Empress Maria Theresa of Austria was responsible for the significant renovations carried out in Milan during the 18th century. She instigated profound social and civil reforms, as well as the construction of many of the buildings that still today constitute the pride of the city, like the Teatro alla Scala, inaugurated on 3 August 1778 and today one of the world's most famous opera houses. The annexed Museo Teatrale alla Scala contains a collection of paintings, drafts, statues, costumes, and other documents regarding opera and La Scala's history. La Scala also hosts the Ballet School of the Teatro alla Scala. The Austrian sovereign also promoted culture in Milan through projects such as converting the ancient Jesuit College, in the district of Brera, into a scientific and cultural centre with a Library, an astronomic observatory and the botanical gardens, in which the Art Gallery and the Academy of Fine Arts are today placed side by side.

Milan was also widely affected by the Neoclassical movement in the late-18th and early-19th centuries, transforming its architectural style. Napoleon Bonaparte's rule of the city in the early 1800s produced several fine Neoclassical edifices and palaces, including the Villa Reale, or often called the Villa del Belgiojoso (not related to the Palazzo Begiojoso). It is situated on Via Palestro and near to the Giardini Pubblici and it was constructed by Leopoldo Pollak in 1790.  It housed the Bonaparte family, mainly Josephine Bonaparte, but also several others, such as Count Joseph Radetzky von Radetz and Eugène de Beauharnais.  It is often regarded as one of the best types of Neoclassical architecture in Milan and Lombardy and is surrounded by an English landscape garden. Today, it hosts the Galleria d'Arte Contemporanea (English: Gallery of Contemporary Art) and it is lavishly decorated inside with ornate classical columns, vast halls, marble statues and crystal chandeliers.  The Palazzo Belgiojoso was also a grand Napoleonic residence and one of the finest examples of Milanese Neoclassical architecture. There are also several other important Neoclassical monuments in the city include the Arco della Pace or the Arch of Peace, sometimes called the Arco Sempione (Sempione Arch) and is situated in Piazza Sempione right at the end of the Parco Sempione. It is often compared to a miniature version of the Arc de Triomphe in Paris. The work on the arch began in 1806 under Napoleon I and it was designed by Luigi Cagnola.

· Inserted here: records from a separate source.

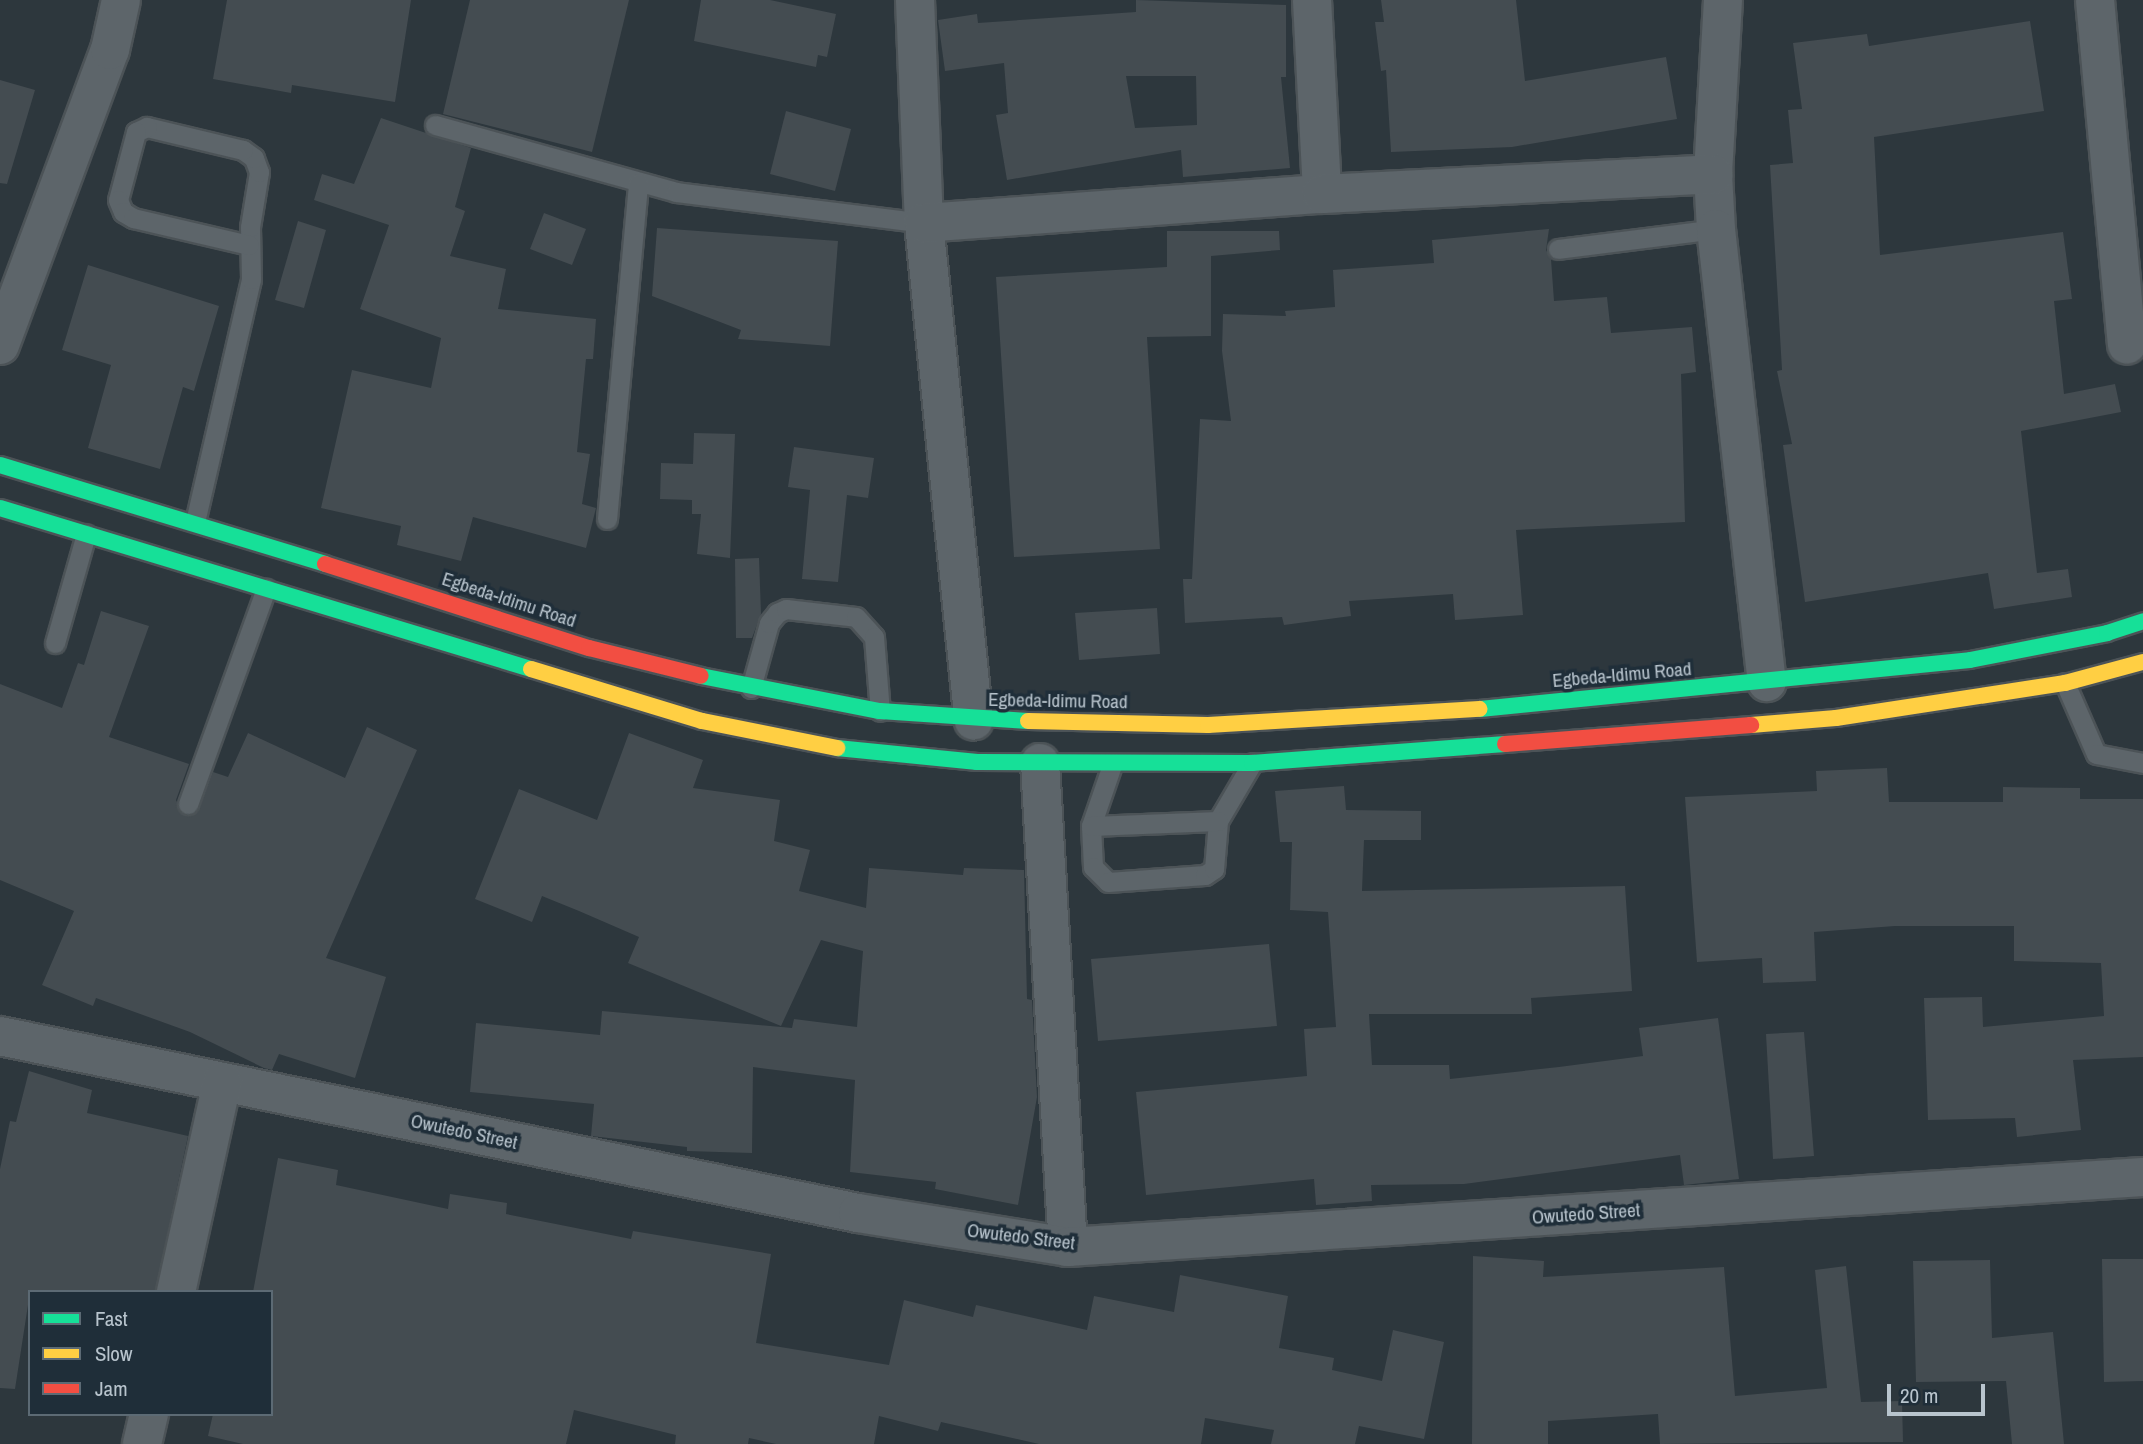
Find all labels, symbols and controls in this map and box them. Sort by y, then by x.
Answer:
street label: Egbeda-Idimu Road [439,568,579,632]
street label: Egbeda-Idimu Road [1552,658,1692,692]
street label: Egbeda-Idimu Road [988,688,1128,714]
street label: Owutedo Street [409,1110,519,1154]
street label: Owutedo Street [1531,1199,1641,1229]
street label: Owutedo Street [966,1219,1076,1255]
legend [28,1290,273,1416]
text: Fast [95,1304,128,1333]
text: Slow [95,1339,132,1368]
scale bar [1891,1370,1989,1414]
text: Jam [95,1374,128,1403]
text: 20 m [1900,1381,1938,1410]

Just like with the Arc de Triomphe, Napoleon's 1826 defeat at the Battle of Waterloo, halted the construction of the monumental arch, but Emperor Franz Josef (Francis Joseph) I of Austria ordered it to be completed, also as an honour to the Vienna Congress and peace treaty of 1815. It was completed by Francesco Peverelli on 10 September 1838.  Another noted Neoclassic building in the city is the Palazzo del Governo, constructed in 1817 by Piero Gilardoni.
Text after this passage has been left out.